Late last year, as the world’s largest exporter and manufacturer, the RMB overtook the euro to become the second most used currency in global trade finance after the dollar, according to the Society for Worldwide Interbank Financial Telecommunication. And it also became the ninth most traded international currency.
China’s tight control on the nation’s capital account: the flow of funds both in and out of the country, seems to be the only outstanding issue in the RMB`s rise. Whilst international trade goes some way in redressing the balance, China needs a more efficient and most importantly, transparent, financial market.
The currencies of countries that play a major role in world trade have tended to become reserve currencies, i.e. held in significant quantities by national banks to protect nations against currency fluctuations. Central banks are now beginning to hold part of their foreign exchange reserves in RMB, albeit in small amounts, and the People’s Bank of China has set up 24 arrangements with international counterparts to allow it to swap the RMB in exchange for their own currencies.
China has begun to loosen its control over its financial markets and gradually open up access to its onshore markets.

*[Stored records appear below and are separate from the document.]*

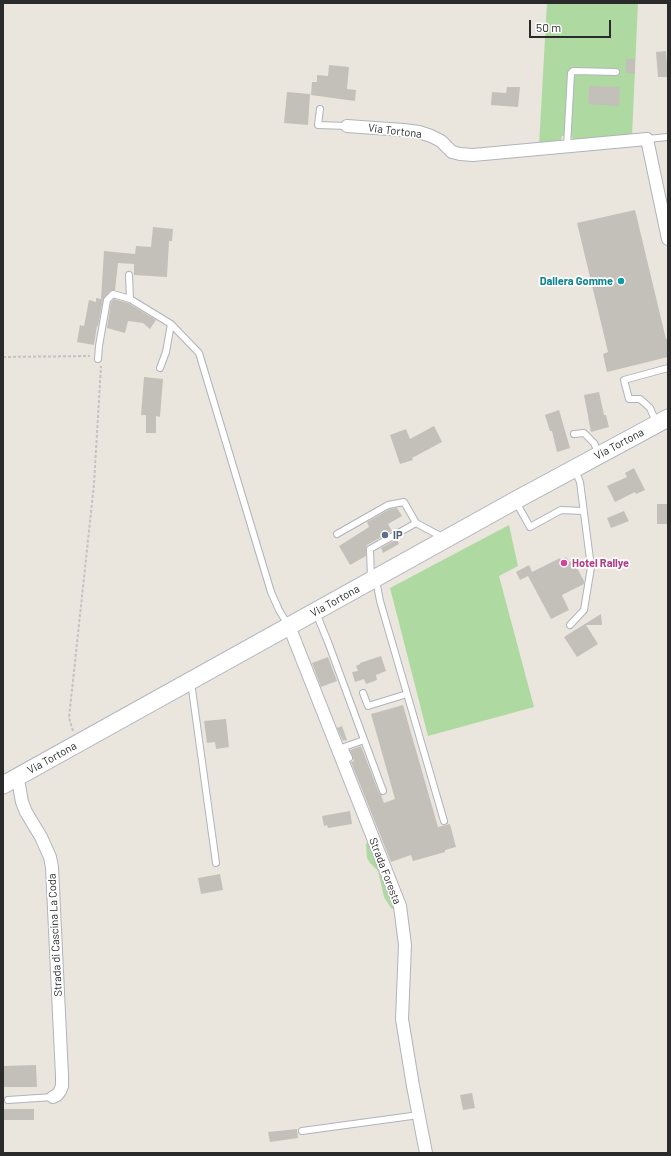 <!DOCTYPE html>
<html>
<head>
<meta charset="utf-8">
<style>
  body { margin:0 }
  #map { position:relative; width:671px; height:1156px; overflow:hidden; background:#eae6de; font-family:Barlow,sans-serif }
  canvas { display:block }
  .frame { position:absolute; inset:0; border:4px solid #2a2a2a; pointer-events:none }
  .scale { position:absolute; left:529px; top:20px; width:82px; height:18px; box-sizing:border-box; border:2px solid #2a2a2a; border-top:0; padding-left:5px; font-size:12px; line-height:14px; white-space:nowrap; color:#2a2a2a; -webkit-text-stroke:3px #fff; paint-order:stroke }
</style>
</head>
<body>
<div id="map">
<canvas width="671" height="1156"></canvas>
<div class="frame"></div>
<div class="scale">50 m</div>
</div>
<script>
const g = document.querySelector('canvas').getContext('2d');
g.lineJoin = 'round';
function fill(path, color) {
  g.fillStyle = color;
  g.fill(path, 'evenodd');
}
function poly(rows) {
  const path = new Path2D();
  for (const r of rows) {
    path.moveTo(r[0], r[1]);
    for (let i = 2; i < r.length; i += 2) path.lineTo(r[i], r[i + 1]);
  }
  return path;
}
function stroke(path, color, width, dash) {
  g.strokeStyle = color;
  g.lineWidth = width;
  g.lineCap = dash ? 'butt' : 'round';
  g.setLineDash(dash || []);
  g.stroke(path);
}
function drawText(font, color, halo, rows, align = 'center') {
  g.font = font + ' Barlow,sans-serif';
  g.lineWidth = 3.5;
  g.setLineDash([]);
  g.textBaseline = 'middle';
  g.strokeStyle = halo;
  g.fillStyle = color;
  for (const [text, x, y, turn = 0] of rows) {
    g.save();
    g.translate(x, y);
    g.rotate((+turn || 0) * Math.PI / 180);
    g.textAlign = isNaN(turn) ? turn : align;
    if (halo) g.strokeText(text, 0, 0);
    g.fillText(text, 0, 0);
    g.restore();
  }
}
const green = poly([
  [547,3,638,3,632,137,576,142,570,135,567,135,562,136,560,144,539,145],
  [509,525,518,566,499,576,534,707,428,736,390,588],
  [368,842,375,860,379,867,395,910,391,908,384,897,378,871,370,863,367,858,366,844]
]);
const building = poly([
  [666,51,668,77,658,77,656,52],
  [626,59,635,59,635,73,626,73],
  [329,65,349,67,347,89,356,90,355,101,311,95,312,82,317,82,317,75,328,76],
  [589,86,620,87,619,106,588,104],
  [507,87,520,87,518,107,491,105,492,92,506,93],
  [287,92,310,94,308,125,284,123],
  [635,210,666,339,668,339,668,357,607,372,603,354,608,352,577,223],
  [153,227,173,229,172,241,169,241,167,277,134,275,134,264,118,263,115,290,110,291,103,299,98,326,97,326,94,345,77,342,80,325,84,326,89,300,96,302,96,298,101,299,104,251,135,254,136,246,151,247],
  [114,299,128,303,156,320,150,329,143,323,128,321,125,333,107,328,111,302],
  [144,377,163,379,160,417,156,416,156,433,146,433,146,415,141,415],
  [599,392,604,415,606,415,609,427,591,432,584,395],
  [559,410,570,448,557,452,552,431,550,431,545,415],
  [434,426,442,442,412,458,413,460,400,464,390,435,406,429,410,439],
  [634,468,645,490,636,494,635,492,615,502,607,486,627,477,625,473],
  [657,504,668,504,668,524,657,524],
  [397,508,402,516,388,524,392,531,367,545,366,549,366,556,350,565,339,546,369,527,367,522,390,509],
  [624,511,629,521,611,528,607,518],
  [397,539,399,544,383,553,381,548],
  [566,557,569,562,573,560,584,581,584,584,562,595,569,610,551,619,528,576,520,580,516,572,529,565,532,572,560,558,561,560],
  [601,614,602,625,586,625,598,644,577,657,564,637],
  [381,656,386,671,376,675,377,680,366,684,364,679,355,682,352,672,358,671,356,666,360,664,360,663],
  [328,657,337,681,321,687,312,663],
  [403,705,438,827,450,824,456,847,445,850,445,852,413,861,411,855,391,862,351,762,354,761,353,758,350,750,361,746,379,793,381,795,384,803,395,799,371,714],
  [226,719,229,747,216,749,215,742,207,743,204,721],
  [342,726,347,740,343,741,337,728],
  [350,811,352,824,328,828,327,825,324,826,322,816],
  [220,874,223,890,201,894,198,878],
  [36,1065,37,1087,3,1087,3,1066],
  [472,1093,475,1108,463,1110,460,1095],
  [3,1109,34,1109,34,1120,3,1120],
  [297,1129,298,1138,270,1142,268,1132]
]);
const path = poly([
  [3,357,90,356],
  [73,731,69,718,94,484,101,366]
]);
const lane = poly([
  [320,109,318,125,347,126],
  [647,139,668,137],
  [567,146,571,73,573,71,616,72],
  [129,275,130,299,171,324,199,353,271,592,279,610,288,625],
  [98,359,99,346,107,300,113,294,130,299],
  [160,368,166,352,171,324],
  [656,422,650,408,640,399,629,399,624,380,668,368],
  [574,434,584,433,594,443,599,454],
  [516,502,530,527,561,510,583,511],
  [337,534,388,505,404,502,416,523],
  [371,579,370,549,416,523,444,538],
  [376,580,380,601,444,821],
  [316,613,328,642,383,791],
  [570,625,584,610,591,567,580,482,575,470],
  [191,682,216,863],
  [363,693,368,706,407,694],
  [349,758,344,747,364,740],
  [8,1100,53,1097],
  [302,1131,419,1115]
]);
const street = poly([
  [347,126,404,130,419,132,431,136,441,141,452,152,460,154,473,155,647,139,668,239],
  [289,626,400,906,405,945,402,1019,413,1086,426,1153],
  [16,778,19,785,22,802,26,812,41,837,50,857,52,867,62,1076,62,1086,60,1091,57,1095,53,1097]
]);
const secondary = poly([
  [3,785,516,500,668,418]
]);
const markers = [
  [621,281,4,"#0f9aa8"],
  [385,535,4,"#5c6f8a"],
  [564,563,4,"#d1479c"]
];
const streetNames = [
  ["Via Tortona",395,131,7],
  ["Via Tortona",619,444,-28],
  ["Via Tortona",335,601,-29],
  ["Via Tortona",52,758,-29],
  ["Strada Foresta",385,871,69],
  ["Strada di Cascina La Coda",55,935,-93]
];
const cultureNames = [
  ["Dallera Gomme",613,281]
];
const serviceNames = [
  ["IP",393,535]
];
const hotelNames = [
  ["Hotel Rallye",572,563]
];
fill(green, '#aedaa1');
fill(building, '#c3c0b9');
stroke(lane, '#b1b3bc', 8);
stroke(street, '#b1b3bc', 14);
stroke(secondary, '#b1b3bc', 19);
stroke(path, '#c3c3c3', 2, [3, 2]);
stroke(lane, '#fff', 6);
stroke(street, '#fff', 12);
stroke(secondary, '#fff', 17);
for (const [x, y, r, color] of markers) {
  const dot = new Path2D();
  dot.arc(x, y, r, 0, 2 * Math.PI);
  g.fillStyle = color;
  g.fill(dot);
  stroke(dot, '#fff', 1.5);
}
drawText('11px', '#2a2a2a', '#fff', streetNames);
drawText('bold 11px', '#0d838f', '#fff', cultureNames, 'right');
drawText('bold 11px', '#4e5e75', '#fff', serviceNames, 'left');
drawText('bold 11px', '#b23c85', '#fff', hotelNames, 'left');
</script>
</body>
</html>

In 2007, the Chinese government began issuing RMB-denominated notes, bonds and funds, known as “dim sum bonds,” in Hong Kong. Since 2009, companies in Mainland China have been able to complete cross-border trade in RMB which allows companies to reduce transaction costs, better manage foreign exchange risks and speed up payments.
The reduced influence of the US dollar and diversification of currency reserves are key, if we are not to see a repeat of the 2008 financial crisis hit Asian Central banks again. More choices in international reserve currencies provide greater checks and balances to the international financial system worldwide.

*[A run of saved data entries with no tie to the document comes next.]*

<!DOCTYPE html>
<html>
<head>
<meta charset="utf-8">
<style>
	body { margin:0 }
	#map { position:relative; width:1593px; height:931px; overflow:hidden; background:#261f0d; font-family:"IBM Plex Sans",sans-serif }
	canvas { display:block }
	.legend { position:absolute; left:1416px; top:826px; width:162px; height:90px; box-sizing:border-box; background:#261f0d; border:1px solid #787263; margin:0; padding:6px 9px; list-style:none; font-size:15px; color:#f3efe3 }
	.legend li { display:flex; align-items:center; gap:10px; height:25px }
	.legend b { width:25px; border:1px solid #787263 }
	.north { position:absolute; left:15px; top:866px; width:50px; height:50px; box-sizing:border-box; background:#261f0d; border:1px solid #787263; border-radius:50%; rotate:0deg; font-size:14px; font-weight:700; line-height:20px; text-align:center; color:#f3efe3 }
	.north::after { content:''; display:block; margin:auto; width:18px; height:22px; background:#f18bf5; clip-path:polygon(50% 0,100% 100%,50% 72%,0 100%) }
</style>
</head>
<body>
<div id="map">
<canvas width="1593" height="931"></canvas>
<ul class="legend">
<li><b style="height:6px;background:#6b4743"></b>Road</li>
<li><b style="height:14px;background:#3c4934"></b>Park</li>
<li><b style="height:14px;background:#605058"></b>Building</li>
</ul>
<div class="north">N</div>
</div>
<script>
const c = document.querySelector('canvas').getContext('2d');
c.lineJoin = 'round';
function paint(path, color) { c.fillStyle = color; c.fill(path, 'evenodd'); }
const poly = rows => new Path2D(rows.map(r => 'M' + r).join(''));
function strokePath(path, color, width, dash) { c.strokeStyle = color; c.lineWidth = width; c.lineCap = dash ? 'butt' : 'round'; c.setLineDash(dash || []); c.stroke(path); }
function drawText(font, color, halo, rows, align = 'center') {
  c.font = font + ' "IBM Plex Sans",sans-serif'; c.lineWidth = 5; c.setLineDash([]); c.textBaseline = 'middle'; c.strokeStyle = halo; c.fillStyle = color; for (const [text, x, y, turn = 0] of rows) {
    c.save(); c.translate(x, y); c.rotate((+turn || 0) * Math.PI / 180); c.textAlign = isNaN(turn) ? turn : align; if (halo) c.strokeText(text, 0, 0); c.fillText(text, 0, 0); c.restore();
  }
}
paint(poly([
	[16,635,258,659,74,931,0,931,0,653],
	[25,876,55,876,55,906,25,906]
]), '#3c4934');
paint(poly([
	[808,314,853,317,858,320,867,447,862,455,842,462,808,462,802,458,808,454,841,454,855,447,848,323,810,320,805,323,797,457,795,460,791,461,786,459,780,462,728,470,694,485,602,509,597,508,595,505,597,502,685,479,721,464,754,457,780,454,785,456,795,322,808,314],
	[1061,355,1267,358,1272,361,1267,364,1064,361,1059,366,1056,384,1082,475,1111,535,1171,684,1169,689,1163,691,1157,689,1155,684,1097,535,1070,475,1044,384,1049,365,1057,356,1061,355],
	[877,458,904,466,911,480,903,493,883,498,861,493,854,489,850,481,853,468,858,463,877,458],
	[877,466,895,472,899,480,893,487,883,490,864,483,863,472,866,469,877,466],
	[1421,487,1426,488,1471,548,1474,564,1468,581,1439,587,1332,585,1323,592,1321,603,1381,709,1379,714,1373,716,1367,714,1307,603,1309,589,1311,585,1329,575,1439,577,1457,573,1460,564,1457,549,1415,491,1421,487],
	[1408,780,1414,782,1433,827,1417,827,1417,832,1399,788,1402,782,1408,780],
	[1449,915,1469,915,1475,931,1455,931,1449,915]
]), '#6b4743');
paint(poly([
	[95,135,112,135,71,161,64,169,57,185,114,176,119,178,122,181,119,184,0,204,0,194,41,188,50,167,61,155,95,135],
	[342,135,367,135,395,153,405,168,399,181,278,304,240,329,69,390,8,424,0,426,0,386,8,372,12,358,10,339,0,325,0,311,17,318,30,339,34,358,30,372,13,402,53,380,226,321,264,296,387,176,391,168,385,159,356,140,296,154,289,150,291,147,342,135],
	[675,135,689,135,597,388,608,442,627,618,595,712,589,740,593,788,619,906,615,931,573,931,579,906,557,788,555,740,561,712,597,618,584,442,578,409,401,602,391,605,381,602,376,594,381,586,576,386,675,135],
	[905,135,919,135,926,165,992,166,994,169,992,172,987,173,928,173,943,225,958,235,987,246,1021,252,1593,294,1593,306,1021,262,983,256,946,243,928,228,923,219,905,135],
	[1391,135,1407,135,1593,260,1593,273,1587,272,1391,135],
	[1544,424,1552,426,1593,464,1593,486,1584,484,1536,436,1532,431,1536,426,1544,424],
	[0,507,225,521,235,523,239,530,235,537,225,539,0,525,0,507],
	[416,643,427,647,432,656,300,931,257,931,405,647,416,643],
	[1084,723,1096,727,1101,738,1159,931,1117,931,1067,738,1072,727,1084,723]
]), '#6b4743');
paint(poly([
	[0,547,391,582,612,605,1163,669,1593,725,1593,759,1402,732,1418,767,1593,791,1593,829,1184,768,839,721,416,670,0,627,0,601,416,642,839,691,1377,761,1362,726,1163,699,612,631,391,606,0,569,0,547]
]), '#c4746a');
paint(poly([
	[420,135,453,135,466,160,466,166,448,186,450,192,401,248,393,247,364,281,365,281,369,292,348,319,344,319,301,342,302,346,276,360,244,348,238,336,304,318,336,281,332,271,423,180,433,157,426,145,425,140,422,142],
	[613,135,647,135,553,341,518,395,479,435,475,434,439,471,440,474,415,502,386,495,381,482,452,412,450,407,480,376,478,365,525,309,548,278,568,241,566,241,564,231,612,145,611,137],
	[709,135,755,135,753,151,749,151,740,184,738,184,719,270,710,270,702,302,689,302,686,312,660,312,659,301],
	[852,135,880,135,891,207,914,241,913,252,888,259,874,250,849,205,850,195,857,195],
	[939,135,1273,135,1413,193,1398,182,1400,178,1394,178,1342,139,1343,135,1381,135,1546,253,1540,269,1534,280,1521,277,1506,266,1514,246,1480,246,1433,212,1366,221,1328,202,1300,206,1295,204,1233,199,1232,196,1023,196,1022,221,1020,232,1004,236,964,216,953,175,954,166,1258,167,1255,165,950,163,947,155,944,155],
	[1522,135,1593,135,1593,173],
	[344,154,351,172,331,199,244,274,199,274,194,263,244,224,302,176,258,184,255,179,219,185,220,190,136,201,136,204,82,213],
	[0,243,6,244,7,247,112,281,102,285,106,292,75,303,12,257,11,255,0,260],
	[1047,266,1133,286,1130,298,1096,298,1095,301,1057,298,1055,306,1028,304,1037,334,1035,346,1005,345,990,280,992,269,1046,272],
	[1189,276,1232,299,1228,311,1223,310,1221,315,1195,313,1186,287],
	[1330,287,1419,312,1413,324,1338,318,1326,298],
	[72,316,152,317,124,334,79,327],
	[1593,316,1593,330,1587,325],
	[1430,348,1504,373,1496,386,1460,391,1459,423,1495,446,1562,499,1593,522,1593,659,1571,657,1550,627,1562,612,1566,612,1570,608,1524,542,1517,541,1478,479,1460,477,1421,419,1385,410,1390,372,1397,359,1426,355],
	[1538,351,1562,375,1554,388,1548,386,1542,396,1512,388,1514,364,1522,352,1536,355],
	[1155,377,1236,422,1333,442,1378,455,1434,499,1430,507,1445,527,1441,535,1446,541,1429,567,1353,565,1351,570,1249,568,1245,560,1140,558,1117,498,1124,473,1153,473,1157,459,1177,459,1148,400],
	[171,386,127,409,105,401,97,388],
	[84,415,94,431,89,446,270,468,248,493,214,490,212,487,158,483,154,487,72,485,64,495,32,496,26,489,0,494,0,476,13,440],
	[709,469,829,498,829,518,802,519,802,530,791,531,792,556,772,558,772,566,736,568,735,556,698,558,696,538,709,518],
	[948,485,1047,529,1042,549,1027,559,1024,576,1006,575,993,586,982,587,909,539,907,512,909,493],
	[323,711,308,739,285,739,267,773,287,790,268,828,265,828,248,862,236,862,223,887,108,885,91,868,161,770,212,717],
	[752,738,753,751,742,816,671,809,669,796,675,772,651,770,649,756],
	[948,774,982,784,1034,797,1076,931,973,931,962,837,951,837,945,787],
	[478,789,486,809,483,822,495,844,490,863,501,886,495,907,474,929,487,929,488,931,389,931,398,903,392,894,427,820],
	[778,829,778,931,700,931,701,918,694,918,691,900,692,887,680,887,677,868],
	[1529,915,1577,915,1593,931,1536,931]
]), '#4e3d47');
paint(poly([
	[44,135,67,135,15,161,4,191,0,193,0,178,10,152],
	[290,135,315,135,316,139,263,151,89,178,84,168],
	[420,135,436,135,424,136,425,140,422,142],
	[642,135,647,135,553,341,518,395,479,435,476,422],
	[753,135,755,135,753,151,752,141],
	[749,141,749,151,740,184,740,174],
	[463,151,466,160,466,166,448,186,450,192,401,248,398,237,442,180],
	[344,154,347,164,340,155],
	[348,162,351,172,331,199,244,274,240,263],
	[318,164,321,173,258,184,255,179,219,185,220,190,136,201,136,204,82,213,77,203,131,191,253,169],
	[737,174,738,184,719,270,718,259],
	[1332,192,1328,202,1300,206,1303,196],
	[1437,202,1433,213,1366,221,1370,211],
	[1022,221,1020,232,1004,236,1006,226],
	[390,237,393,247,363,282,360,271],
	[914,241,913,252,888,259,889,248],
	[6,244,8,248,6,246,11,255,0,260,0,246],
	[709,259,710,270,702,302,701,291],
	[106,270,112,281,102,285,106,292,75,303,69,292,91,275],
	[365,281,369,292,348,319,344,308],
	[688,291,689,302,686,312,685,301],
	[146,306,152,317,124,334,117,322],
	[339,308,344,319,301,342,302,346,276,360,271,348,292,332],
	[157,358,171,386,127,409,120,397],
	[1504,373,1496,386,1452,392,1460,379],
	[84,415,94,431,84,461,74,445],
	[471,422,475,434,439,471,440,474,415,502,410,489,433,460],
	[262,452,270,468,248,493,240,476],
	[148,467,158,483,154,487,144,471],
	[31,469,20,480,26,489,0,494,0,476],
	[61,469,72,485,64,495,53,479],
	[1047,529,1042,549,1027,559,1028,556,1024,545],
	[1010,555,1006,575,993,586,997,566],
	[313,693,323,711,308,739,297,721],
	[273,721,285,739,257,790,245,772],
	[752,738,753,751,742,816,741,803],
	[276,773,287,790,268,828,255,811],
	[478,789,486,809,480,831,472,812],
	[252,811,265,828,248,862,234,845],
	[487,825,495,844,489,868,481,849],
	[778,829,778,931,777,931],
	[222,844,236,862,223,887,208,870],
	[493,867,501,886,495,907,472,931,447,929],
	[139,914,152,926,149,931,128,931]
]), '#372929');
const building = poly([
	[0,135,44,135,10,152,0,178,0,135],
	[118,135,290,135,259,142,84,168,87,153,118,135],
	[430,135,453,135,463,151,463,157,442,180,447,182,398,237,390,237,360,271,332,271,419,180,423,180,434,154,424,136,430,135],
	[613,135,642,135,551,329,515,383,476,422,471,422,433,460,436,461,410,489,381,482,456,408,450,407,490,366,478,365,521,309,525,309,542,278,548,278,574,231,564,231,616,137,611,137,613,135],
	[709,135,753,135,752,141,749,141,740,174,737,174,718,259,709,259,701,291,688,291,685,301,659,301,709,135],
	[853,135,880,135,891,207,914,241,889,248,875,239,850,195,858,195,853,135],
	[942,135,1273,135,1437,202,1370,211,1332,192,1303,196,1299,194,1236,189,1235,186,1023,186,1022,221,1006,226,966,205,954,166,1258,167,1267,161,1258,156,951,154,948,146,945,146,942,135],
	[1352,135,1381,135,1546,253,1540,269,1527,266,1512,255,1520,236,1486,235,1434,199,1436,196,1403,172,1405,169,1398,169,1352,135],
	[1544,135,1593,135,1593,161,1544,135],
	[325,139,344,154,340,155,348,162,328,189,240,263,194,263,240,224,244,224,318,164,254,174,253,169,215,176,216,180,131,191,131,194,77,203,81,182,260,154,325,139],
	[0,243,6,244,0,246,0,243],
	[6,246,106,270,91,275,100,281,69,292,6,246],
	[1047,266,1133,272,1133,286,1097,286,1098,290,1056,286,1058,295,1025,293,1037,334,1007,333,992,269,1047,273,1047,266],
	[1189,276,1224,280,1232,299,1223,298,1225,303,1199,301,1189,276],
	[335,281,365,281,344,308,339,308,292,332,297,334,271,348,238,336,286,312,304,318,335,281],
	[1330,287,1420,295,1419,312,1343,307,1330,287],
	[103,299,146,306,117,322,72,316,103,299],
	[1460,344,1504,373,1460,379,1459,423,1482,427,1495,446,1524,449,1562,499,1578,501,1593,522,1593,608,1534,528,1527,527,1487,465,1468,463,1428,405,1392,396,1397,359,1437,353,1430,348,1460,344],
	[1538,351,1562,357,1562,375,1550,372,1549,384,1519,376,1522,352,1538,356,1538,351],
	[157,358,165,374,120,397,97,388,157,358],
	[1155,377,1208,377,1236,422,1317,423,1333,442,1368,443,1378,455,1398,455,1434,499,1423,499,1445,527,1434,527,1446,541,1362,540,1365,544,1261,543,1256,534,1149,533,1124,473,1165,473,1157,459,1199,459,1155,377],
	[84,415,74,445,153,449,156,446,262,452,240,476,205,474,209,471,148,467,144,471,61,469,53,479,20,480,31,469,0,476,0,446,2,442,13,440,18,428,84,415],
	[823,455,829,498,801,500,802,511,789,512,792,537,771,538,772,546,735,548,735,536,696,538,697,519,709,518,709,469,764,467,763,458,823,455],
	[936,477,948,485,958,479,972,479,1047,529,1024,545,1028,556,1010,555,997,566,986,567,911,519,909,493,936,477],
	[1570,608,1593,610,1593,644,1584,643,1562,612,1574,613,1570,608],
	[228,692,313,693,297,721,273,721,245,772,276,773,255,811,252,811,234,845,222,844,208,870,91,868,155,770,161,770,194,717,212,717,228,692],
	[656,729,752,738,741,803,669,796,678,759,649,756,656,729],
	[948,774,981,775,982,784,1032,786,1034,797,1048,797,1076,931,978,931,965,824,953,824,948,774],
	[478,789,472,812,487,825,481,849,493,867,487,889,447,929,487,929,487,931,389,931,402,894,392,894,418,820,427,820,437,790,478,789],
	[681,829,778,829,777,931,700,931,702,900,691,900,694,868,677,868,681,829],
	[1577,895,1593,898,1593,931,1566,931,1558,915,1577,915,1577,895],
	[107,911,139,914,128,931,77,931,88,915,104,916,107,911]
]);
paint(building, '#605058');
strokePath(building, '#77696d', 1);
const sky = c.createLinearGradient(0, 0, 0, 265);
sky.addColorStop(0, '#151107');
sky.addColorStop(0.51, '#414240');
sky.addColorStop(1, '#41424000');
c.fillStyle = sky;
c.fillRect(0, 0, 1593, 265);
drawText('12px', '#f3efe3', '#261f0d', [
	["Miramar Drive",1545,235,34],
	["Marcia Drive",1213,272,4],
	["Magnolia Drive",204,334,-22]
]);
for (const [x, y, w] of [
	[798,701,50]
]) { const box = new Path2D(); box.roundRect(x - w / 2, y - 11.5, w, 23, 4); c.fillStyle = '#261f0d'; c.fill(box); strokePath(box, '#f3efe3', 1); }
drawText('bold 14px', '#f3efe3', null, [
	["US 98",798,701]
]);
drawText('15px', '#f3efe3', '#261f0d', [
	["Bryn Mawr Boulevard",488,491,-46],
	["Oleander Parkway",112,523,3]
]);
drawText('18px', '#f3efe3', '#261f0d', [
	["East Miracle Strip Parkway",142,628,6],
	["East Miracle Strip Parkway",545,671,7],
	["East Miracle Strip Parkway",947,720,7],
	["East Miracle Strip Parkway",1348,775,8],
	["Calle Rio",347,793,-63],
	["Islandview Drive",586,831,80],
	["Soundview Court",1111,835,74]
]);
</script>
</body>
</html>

While there are obvious benefits from the RMB challenging the dollar’s dominance, there are also numerous risks, predominantly the ability of Chinese policymakers to have total control of the economy, as has been the case for the last 30 years. Secondly currency fluctuations can impinge significantly on China export sector which is already suffering from higher labour cost.
Countries are going to need to be able to trade in something besides dollars. It simply makes sense that if a large proportion of an emerging-market country's trade is with China, it should do its trades in RMB. However the key is stability in monetary policy and China`s need to make its currency reserves work on the international stage.